· 

Ein Dauerstellen-Programm für die HAWs

150 Millionen Euro, 1300 unbefristete Wissenschaftlerjobs: Was die Hochschulen für Angewandte Wissenschaften von Bund  und Ländern fordern – und wieso sie glauben, das Geld dringender als die Unis zu brauchen. Ein Interview mit HAW-Sprecher Jörg Bagdahn.

Jörg Bagdahn ist seit 2016 Präsident der Hochschule Anhalt und seit 2022 Sprecher der Hochschulen für Angewandte Wissenschaften in der Hochschulrektorenkonferenz (HRK). Foto: Hochschule Anhalt.

Herr Bagdahn, die Hochschulen für angewandte Wissenschaft (HAW) in der Hochschulrektorenkonferenz verlangen von Bund und Ländern einen Zukunftsvertrag Forschung an HAW. Was hat es damit auf sich?

 

Der Haushaltsausschuss des Bundestages hat das BMBF aufgefordert, bis zum 30. September gemeinsam mit den Ländern ein Konzept für ein Förderprogramm für mehr Dauerstellen in der Wissenschaft neben der Professur vorzulegen.

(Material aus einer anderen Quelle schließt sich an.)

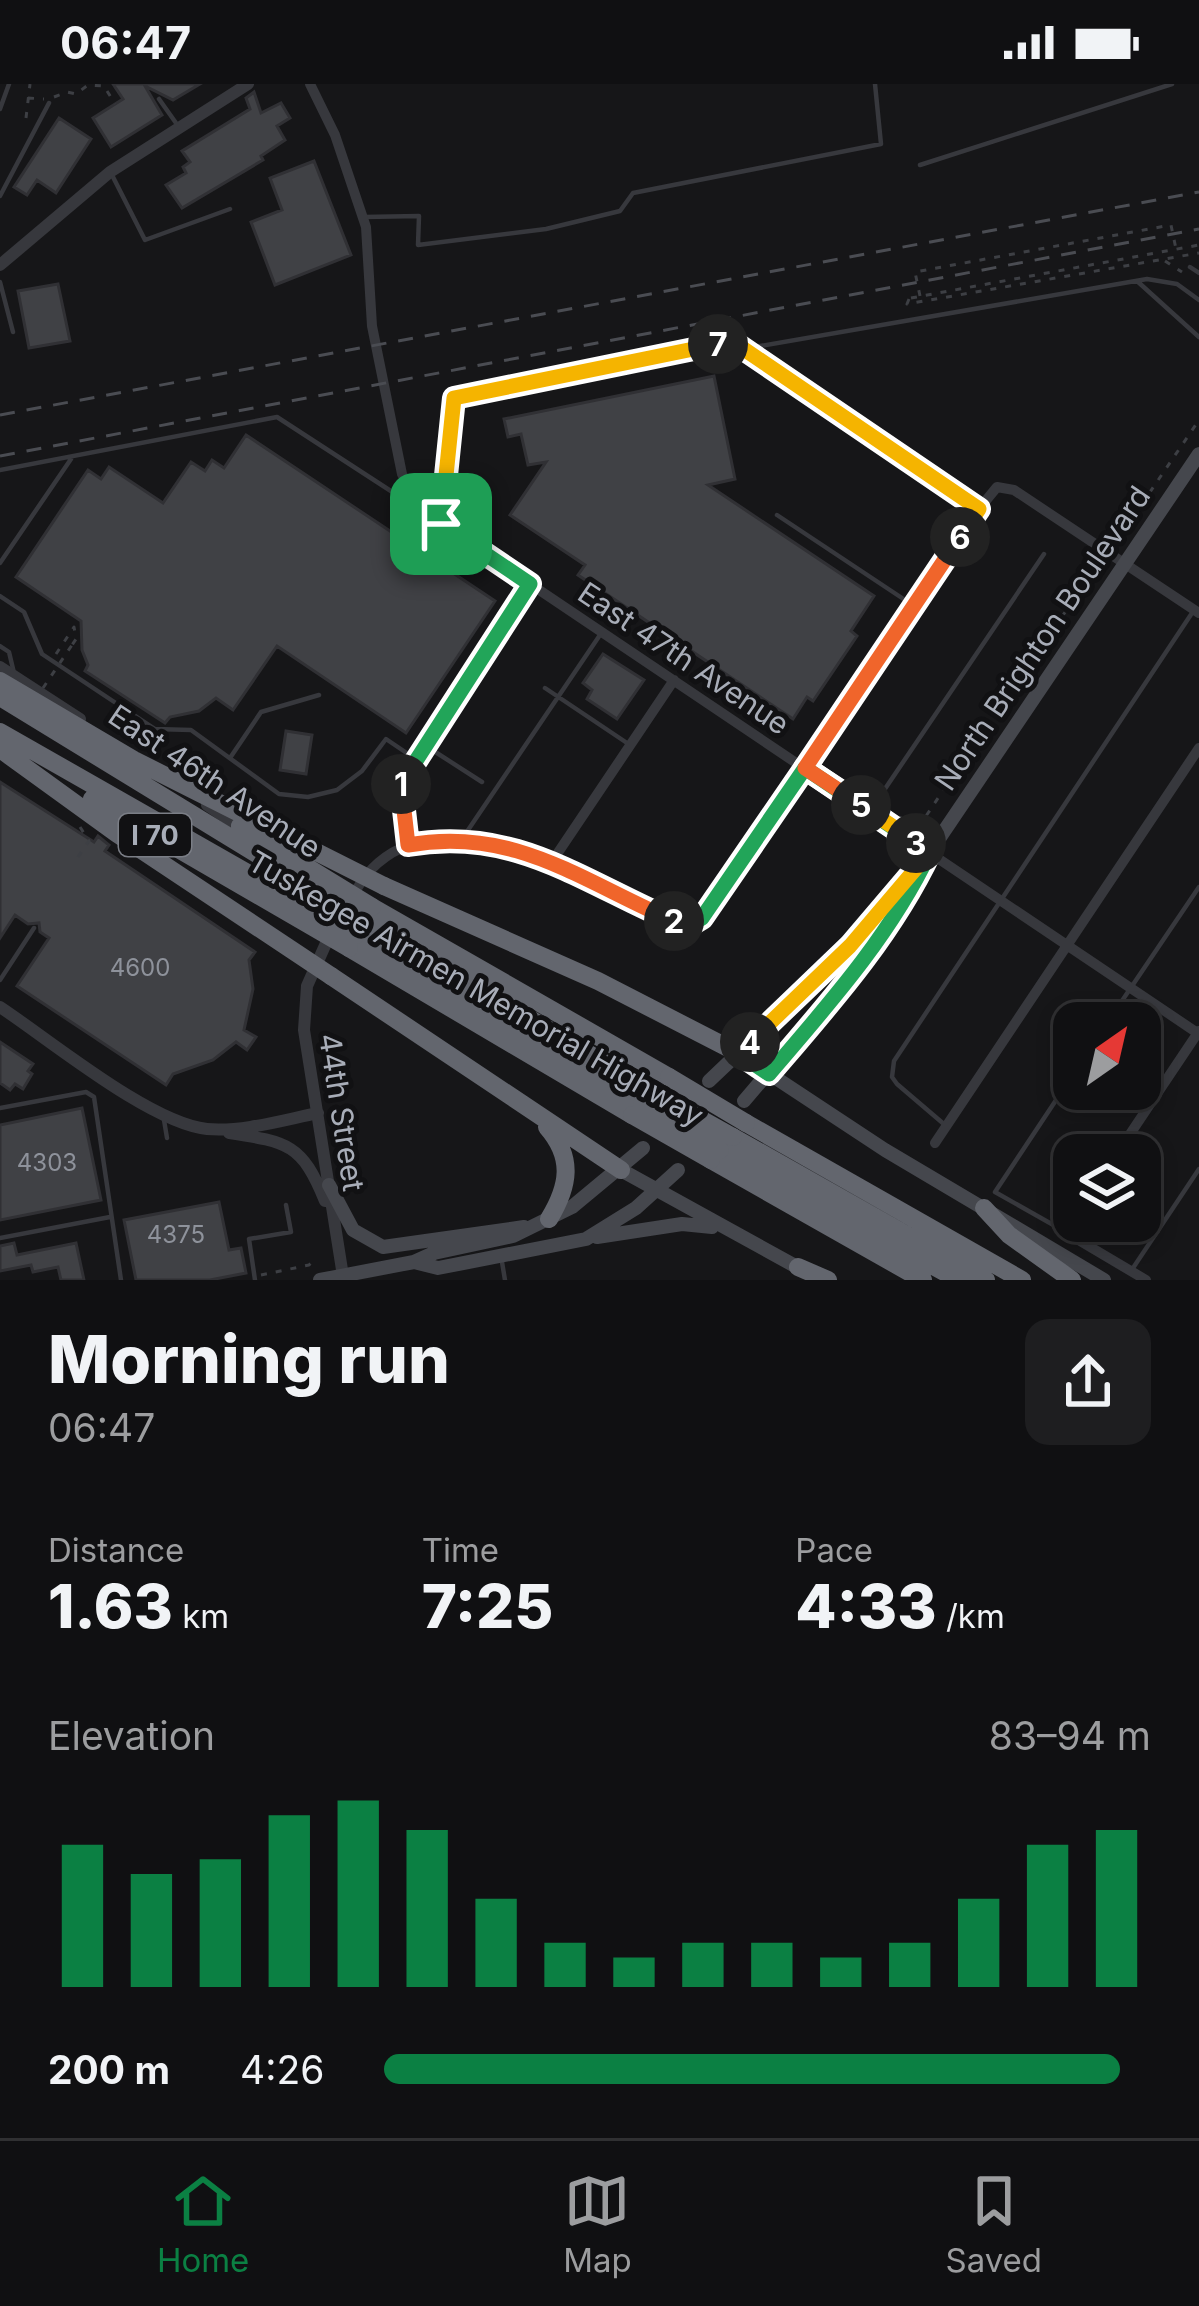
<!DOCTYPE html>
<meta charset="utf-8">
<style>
body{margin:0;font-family:Inter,sans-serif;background:#1e1e20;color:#f1f3f6;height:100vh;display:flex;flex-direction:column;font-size:45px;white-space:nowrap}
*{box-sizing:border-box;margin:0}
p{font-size:39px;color:#9c9d9f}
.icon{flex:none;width:66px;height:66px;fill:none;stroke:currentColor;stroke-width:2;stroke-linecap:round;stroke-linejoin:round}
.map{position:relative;height:1196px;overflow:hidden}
.drawer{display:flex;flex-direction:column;background:#101012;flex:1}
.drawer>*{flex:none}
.needle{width:78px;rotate:34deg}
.tools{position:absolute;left:1053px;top:918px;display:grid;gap:24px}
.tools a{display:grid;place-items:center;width:108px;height:108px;border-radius:24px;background:#101012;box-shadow:0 6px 18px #0003,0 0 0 3px #303032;font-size:60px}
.pin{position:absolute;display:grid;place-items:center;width:102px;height:102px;color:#fff;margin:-51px;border-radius:24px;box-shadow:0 6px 18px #0006}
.km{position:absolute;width:60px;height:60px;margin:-30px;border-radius:50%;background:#222;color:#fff;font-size:33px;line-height:60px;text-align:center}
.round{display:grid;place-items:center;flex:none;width:126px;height:126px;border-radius:24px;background:#1e1e20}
.overview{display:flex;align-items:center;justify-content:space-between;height:204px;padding:0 48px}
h1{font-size:66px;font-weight:800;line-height:90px}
.metrics{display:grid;grid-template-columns:repeat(3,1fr);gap:18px;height:204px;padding:12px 48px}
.metrics div{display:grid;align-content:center}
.metrics b{font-size:60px;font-weight:800}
.metrics small{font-size:33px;font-weight:400}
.metrics p{font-size:33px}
.chart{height:336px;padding:24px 48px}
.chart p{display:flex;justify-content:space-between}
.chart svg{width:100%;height:216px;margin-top:12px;stroke:#0b8043;stroke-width:6}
ul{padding:0 48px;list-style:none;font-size:39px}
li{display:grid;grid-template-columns:192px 144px 1fr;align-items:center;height:90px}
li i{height:30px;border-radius:15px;background:#0b8043}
.status{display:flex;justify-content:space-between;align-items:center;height:84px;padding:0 60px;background:#101012;direction:ltr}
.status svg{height:33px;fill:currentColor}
.tab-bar{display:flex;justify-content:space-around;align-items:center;height:168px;border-top:3px solid #303032;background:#101012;font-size:33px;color:#9c9d9f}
.tab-bar a{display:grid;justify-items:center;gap:6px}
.tab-bar .selected{color:#0b8043}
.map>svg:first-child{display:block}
.building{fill:#404145;stroke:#303034;stroke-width:3}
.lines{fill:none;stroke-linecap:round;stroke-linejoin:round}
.path{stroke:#3d3f44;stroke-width:3;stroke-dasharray:6 9;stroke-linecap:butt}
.service{stroke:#37383d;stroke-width:4.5}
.minor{stroke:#37383d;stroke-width:10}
.tertiary{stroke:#37383d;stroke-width:12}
.secondary{stroke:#45474d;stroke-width:14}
.motorway{stroke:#63666e;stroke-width:18}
.rail{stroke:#4a4c52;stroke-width:3;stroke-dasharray:15 12;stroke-linecap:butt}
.path-bridge{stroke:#3d3f44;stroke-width:3;stroke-dasharray:6 9;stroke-linecap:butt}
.motorway-bridge{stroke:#63666e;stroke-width:18}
.split-1-casing{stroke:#fff;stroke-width:24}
.split-2-casing{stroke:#fff;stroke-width:24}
.split-3-casing{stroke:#fff;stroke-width:24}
.split-4-casing{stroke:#fff;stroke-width:24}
.split-5-casing{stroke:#fff;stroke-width:24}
.split-6-casing{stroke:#fff;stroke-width:24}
.split-7-casing{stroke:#fff;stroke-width:24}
.split-8-casing{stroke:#fff;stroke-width:24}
.split-1{stroke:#22a559;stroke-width:15}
.split-2{stroke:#f0652b;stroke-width:15}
.split-3{stroke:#22a559;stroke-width:15}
.split-4{stroke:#22a559;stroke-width:15}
.split-5{stroke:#f5b400;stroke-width:15}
.split-6{stroke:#f0652b;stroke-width:15}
.split-7{stroke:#f5b400;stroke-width:15}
.split-8{stroke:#f5b400;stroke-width:15}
.labels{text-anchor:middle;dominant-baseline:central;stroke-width:10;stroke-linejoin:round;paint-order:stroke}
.number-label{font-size:24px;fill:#8e929b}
.shield{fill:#111113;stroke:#7b7e86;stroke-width:3}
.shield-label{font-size:27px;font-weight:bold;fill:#a8adb8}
.street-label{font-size:30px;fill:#a8adb8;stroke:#111113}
</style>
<div class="status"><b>06:47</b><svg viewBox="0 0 49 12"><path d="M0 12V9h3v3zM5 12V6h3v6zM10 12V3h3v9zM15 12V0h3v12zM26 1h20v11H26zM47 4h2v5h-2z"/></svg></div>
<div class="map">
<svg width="1199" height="1196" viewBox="0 0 1199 1196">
<rect width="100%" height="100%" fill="#161618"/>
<path class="building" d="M113,0H200L173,16L145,2L162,31L111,63L93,34L123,15Z
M254,8L261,29L281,19L290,34L277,42L285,56L261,72L263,76L182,124L166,101L186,89L183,83L190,78L182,67L250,25L246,14Z
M59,34L91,55L56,109L37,96L27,111L14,103Z
M314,77L351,171L275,201L251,138L282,126L270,94Z
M58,200L70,257L29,264L18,207Z
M714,292L735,395L708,401L874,512L851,547L857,552L813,617L807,613L793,635L578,491L585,481L510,431L546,378L528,381L521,350L508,353L504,335Z
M246,351L495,517L406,649L277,562L233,626L216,614L199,627L170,633L165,639L85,587L88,581L82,566L81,537L16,493L88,386L101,395L109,383L163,419L191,378L205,387L212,376L224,384Z
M603,570L644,596L617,635L587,615L592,606L583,599Z
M286,647L312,651L306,690L280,686Z
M0,698L94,758L98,752L109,761L105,767L255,868L249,876L253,905L244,946L256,953L247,966L236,958L213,976L173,990L166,1001L17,902L49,854L40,848L39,839L28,840L15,831L0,854Z
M0,958L33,980L28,987L32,990L23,1005L15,1000L10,1006L0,999Z
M82,1024L101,1116L0,1136V1041Z
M219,1118L229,1166L241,1164L246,1189L210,1196H136L124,1136Z
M14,1159L17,1171L76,1159L84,1196H61L58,1183L33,1188L31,1181L0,1187V1162Z"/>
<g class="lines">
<path class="path" d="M54,13L67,8L76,10L88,1L104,2L115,20
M28,14L44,15
M26,34L30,0
M1165,177L1182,188
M920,212L915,188L1171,141L1176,165
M911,214L1199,161
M909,215L907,220L1199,169
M1116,458L1199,336
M56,570L74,543L76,555L72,561
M886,726L918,743L930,768C898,770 883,755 870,727Z
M918,744L1037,566L1104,476
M261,1191L309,1181L315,1175"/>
<path class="service" d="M159,15L176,39
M0,25L9,0
M920,81L1172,0
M113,93L145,156L230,125
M0,112L49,19
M364,133L419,132L418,161L546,145L620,127L633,109L881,60L875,0
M1190,183L1199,189
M1137,197L1199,253
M0,198L13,248
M743,265L1147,195L1177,200L1199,216
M0,386L277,333L417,424
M777,431L914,522
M441,440L455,314L732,257L979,425
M0,479L71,375
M0,512L24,528L42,570L155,645L191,646L279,710L308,713L337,706L362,687L386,655L414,674
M0,562L9,568L14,589
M545,604L630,661
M426,662L482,698
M230,674L261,628L319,611
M870,727L1044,470
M464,752L602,548
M0,896L34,844
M1107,939L1199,803
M0,1024L86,1008L94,1013L121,1196
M164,1036L167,1054
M945,1041L897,1000L892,993L894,977L1194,526
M1064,1147L995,1108L1074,989
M0,1154L110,1133
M501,1172L505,1196
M1131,1187L1199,1085
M255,1196L249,1155L291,1148L286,1121"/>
<path class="minor" d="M310,0L335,51L366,143L372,242L402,390L418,421L441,440L1199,950
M408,761L400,712L406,689L531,500
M551,779L674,596
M350,815C358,803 366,789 378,779C456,711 595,800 670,836C691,843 699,838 712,821L979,425L997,403L1014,406L1199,529
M935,1059L1199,664
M1116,1071L1199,947
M1074,1135L1065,1148L1146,1196"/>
<path class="tertiary" d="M0,181L110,88L248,0
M0,583L80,635
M207,721L244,746
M331,848L307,902L304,946L343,1192
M0,923C50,956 150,1039 207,1045C243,1048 283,1036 318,1029
M229,1049C288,1058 302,1060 325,1117"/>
<path class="secondary" d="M738,969L885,1066L1104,1196
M709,997L850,863L930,768L1199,370
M744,1017L869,870L920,789
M621,1086L806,1188
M329,1101L353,1146L383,1163L524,1143
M597,1153L682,1140L712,1143
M414,1178L438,1184L586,1155L636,1124L678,1086
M320,1196L414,1178L434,1169L513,1152L572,1123L643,1064"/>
<path class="motorway" d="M384,802L598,897L738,969
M372,823L669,993
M365,836L654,1009
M356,851L642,1020
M349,864L632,1031
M331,892L621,1086
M746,1039L1022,1196
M547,1043C574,1074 569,1102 549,1135
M733,1053L986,1196
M720,1066L959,1196
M711,1076L923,1196
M984,1124L1009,1151L1072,1196
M798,1183L828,1196"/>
<path class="rail" d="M0,331L1199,108
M0,372L1199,145"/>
<path class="path-bridge" d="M43,604L72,561
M78,773L89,757L80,743"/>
<path class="motorway-bridge" d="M0,597L134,676L384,802
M0,613L365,836
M0,648L356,851
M0,665L116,749L331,892
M92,715L349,864
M240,742L372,823
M669,993L746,1039
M654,1009L733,1053
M642,1020L720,1066
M632,1031L711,1076"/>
</g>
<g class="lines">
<g class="split-1-casing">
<path id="split-1" d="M401,700L530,500L441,440"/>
</g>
<g class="split-2-casing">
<path id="split-2" d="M401,700L408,761C514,742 581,797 674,837"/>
</g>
<g class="split-3-casing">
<path id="split-3" d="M674,837L692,840L702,834L805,684L916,759"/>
</g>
<g class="split-4-casing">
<path id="split-4" d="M750,958L738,969L769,990C829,920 890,852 930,768L916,759"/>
</g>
<g class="split-5-casing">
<path id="split-5" d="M750,958L850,862L930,768L861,721"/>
</g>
<g class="split-6-casing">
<path id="split-6" d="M861,721L805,684L960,453"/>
</g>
<g class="split-7-casing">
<path id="split-7" d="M718,260L732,257L979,425L960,453"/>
</g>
<g class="split-8-casing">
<path id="split-8" d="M441,440L454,314L718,260"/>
</g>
<use href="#split-1" class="split-1"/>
<use href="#split-2" class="split-2"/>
<use href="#split-3" class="split-3"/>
<use href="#split-4" class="split-4"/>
<use href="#split-5" class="split-5"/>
<use href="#split-6" class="split-6"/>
<use href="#split-7" class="split-7"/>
<use href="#split-8" class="split-8"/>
</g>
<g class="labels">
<g class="number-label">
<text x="140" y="883">4600</text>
<text x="47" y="1078">4303</text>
<text x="176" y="1150">4375</text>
</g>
<rect class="shield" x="119" y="730" width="72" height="42" rx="9"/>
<g class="shield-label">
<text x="155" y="751">I 70</text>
</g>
<g class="street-label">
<text transform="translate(1042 554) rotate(-56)">North Brighton Boulevard</text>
<text transform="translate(684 574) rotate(34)">East 47th Avenue</text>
<text transform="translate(215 697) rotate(34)">East 46th Avenue</text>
<text transform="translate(476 904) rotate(30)">Tuskegee Airmen Memorial Highway</text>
<text transform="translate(342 1028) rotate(81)">44th Street</text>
</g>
</g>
</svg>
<div class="tools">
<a><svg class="needle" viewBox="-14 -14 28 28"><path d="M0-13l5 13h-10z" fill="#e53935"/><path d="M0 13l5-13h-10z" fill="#9c9d9f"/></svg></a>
<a><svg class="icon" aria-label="layers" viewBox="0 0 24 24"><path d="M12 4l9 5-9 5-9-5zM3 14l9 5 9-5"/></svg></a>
</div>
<div class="pin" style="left:441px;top:440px;background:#1e9e55"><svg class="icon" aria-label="arrive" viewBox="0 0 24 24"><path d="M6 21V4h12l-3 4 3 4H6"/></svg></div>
<b class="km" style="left:401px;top:700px">1</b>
<b class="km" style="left:674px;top:837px">2</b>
<b class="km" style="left:916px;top:759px">3</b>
<b class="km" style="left:750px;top:958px">4</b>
<b class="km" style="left:861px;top:721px">5</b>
<b class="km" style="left:960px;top:453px">6</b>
<b class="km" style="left:718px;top:260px">7</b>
</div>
<section class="drawer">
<div class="overview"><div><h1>Morning run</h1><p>06:47</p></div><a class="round"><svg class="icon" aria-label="share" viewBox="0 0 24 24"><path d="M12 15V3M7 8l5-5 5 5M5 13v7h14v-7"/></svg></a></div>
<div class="metrics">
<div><p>Distance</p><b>1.63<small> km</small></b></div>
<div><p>Time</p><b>7:25</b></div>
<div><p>Pace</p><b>4:33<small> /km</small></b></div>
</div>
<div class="chart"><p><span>Elevation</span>83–94 m</p>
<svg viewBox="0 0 160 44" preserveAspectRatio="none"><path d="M5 44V15M15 44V21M25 44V18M35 44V9M45 44V6M55 44V12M65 44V26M75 44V35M85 44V38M95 44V35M105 44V35M115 44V38M125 44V35M135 44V26M145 44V15M155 44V12"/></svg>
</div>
<ul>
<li><b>200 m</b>4:26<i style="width:96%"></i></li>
</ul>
</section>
<nav class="tab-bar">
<a class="selected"><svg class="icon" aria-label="home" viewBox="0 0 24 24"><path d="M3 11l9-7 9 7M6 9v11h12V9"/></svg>Home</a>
<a><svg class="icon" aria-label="map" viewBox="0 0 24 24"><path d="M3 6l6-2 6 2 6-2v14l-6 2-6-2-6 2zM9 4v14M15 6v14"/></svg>Map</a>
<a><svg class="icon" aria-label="saved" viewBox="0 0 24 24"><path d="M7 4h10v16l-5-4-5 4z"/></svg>Saved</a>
</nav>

Dieser Maßgabebeschluss basiert auf entsprechenden Ankündigungen im Ampel-Koalitionsvertrag. Mit unserem Vorschlag reagieren wir auf den Maßgabebeschluss, weil wir glauben, dass der Bedarf, wissenschaftliche Dauerstellen zu schaffen, an den HAWs besonders groß ist.

 

Was genau schlagen Sie vor?

 

Wichtig ist, dass Bund und Länder nicht kleinteilig einzelne und zeitlich befristete Projektideen fördern, sondern ähnlich wie beim bestehenden Zukunftsvertrag "Studium und Lehre stärken" die vorhandenen Strukturen langfristig unterstützen. Aber jetzt eben in der Forschung. Deshalb, so unser Konzept, sollten Bund und Länder auf jeden Euro Drittmittel, den HAWs für ihre Forschung einwerben, 20 Cent drauflegen. Bis zu einer Höhe von 150 Millionen Euro pro Jahr. Die HAWs müssten sich im Gegenzug verpflichten, nachweislich mindestens 75 Prozent der Programmmittel für den Aufbau von Dauerstellen einzusetzen. Rechnerisch entstünden so etwa 1300 Dauerstellen im wissenschaftlichen Bereich der HAWs.  

 

Werben die HAWs genug Drittmittel ein, um die von ihnen geforderte Kofinanzierung zu erzielen?

 

Die neuesten Zahlen des Statistischen Bundesamtes sind zwei Jahre alt, aber sie belegen, dass es bei den Forschungs-Drittmitteln der HAWs eine steile Aufwärtskurve gibt. 2017 haben alle HAWs zusammen 606 Millionen Euro eingeworben, 2021 bereits 2021. Ein Plus von 47 Prozent in vier Jahren. Deutlich dynamischer als bei den Universitäten oder außeruniversitären Forschungseinrichtungen.

 

Aber von einem viel niedrigeren Level kommend.

 

Was auch kein Wunder ist. Die HAWs enthalten im Gegensatz zu den Universitäten derzeit faktisch überhaupt keine Grundfinanzierung für ihre Forschung. Der Hochschullehrerbund hat errechnet, dass pro Professur 0,34 Mitarbeiterstellen zur Verfügung stehen. Das begrenzt unsere Leistungsfähigkeit dramatisch und macht jedes Einwerben von Forschungsmitteln zu einem Kraftakt. Ein Kollege von mir hat es so formuliert: Wir brauchen weniger Mohrrüben und mehr Gras. Wir wollen die Dynamik der vergangenen Jahre fortsetzen, aber für diese Dynamik brauchen wir einen bestimmten Grad an Solidität.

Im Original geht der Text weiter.